* PROBLEM DESCRIPTION
What you return should match the material below line for line, except that no image appears in it.

* SUPPLIED MATERIAL
=-=-=-=-=
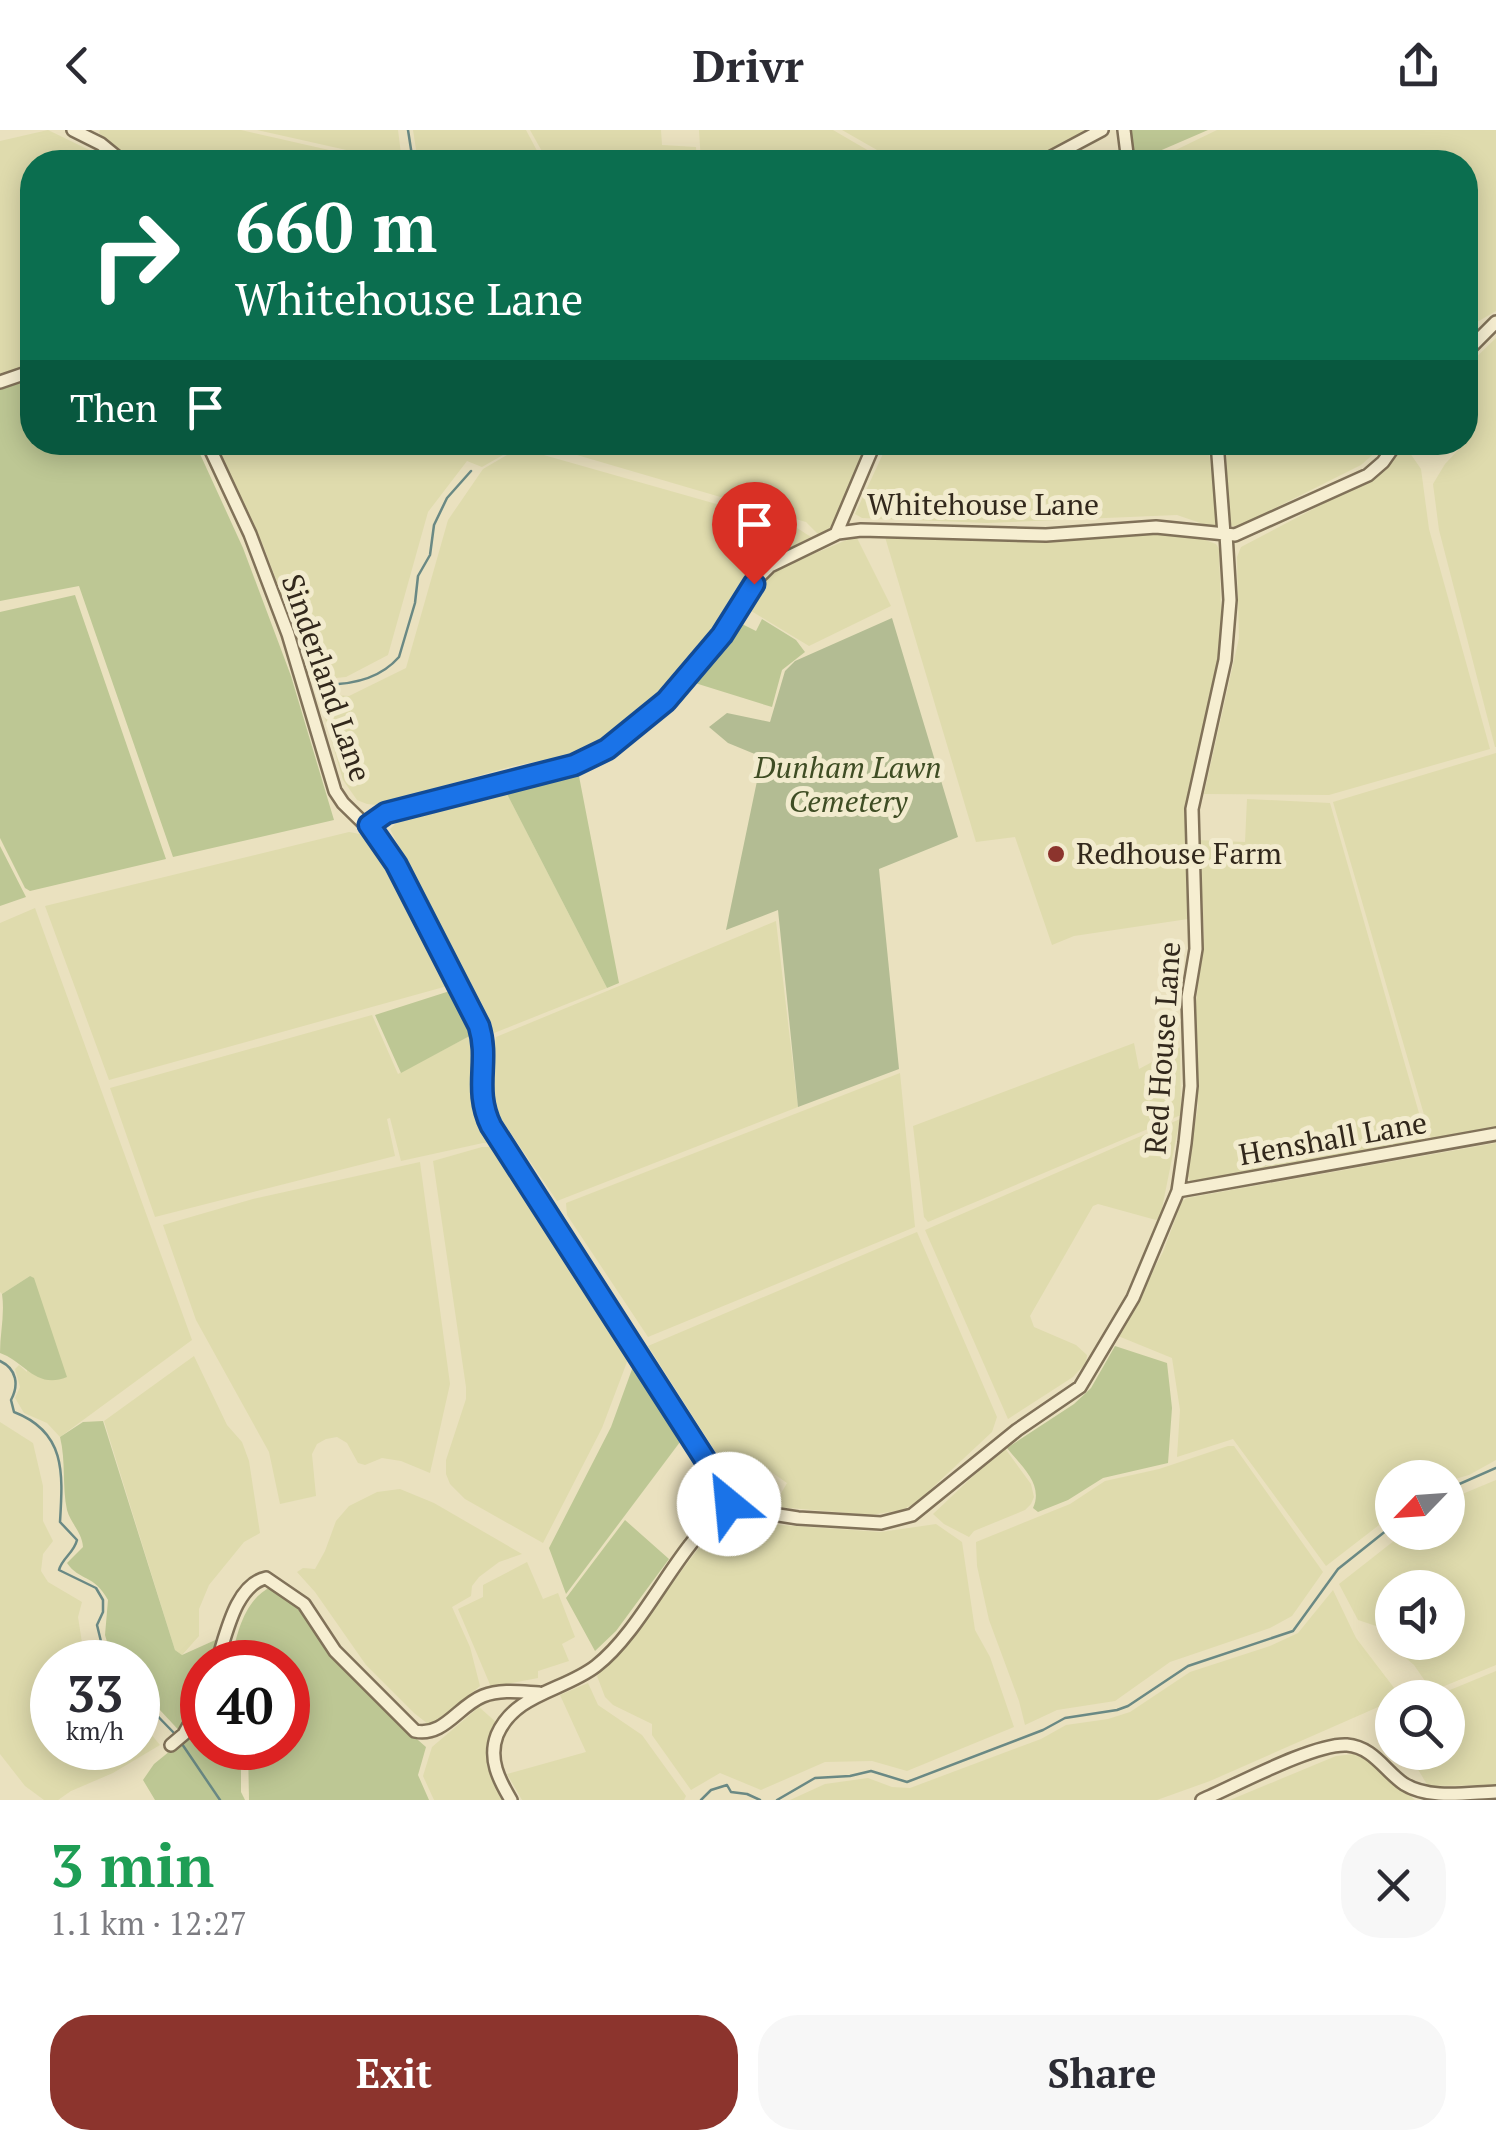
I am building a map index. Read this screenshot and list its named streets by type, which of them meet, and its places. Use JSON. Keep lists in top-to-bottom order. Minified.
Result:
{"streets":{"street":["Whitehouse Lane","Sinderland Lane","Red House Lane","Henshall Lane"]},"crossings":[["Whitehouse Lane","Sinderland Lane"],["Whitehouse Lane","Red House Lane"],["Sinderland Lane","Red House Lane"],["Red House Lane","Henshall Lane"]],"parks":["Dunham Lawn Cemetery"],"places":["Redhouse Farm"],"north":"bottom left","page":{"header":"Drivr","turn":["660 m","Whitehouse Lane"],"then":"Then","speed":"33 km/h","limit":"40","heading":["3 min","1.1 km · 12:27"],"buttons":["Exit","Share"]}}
=-=-=-=-=
* ANSWER TO THIS TASK
I am building a map index. Read this screenshot and list its named streets by type, which of them meet, and its places. Use JSON. Keep lists in top-to-bottom order. Minified.
Result:
{"streets":{"street":["Whitehouse Lane","Sinderland Lane","Red House Lane","Henshall Lane"]},"crossings":[["Whitehouse Lane","Sinderland Lane"],["Whitehouse Lane","Red House Lane"],["Sinderland Lane","Red House Lane"],["Red House Lane","Henshall Lane"]],"parks":["Dunham Lawn Cemetery"],"places":["Redhouse Farm"],"north":"bottom left","page":{"header":"Drivr","turn":["660 m","Whitehouse Lane"],"then":"Then","speed":"33 km/h","limit":"40","heading":["3 min","1.1 km · 12:27"],"buttons":["Exit","Share"]}}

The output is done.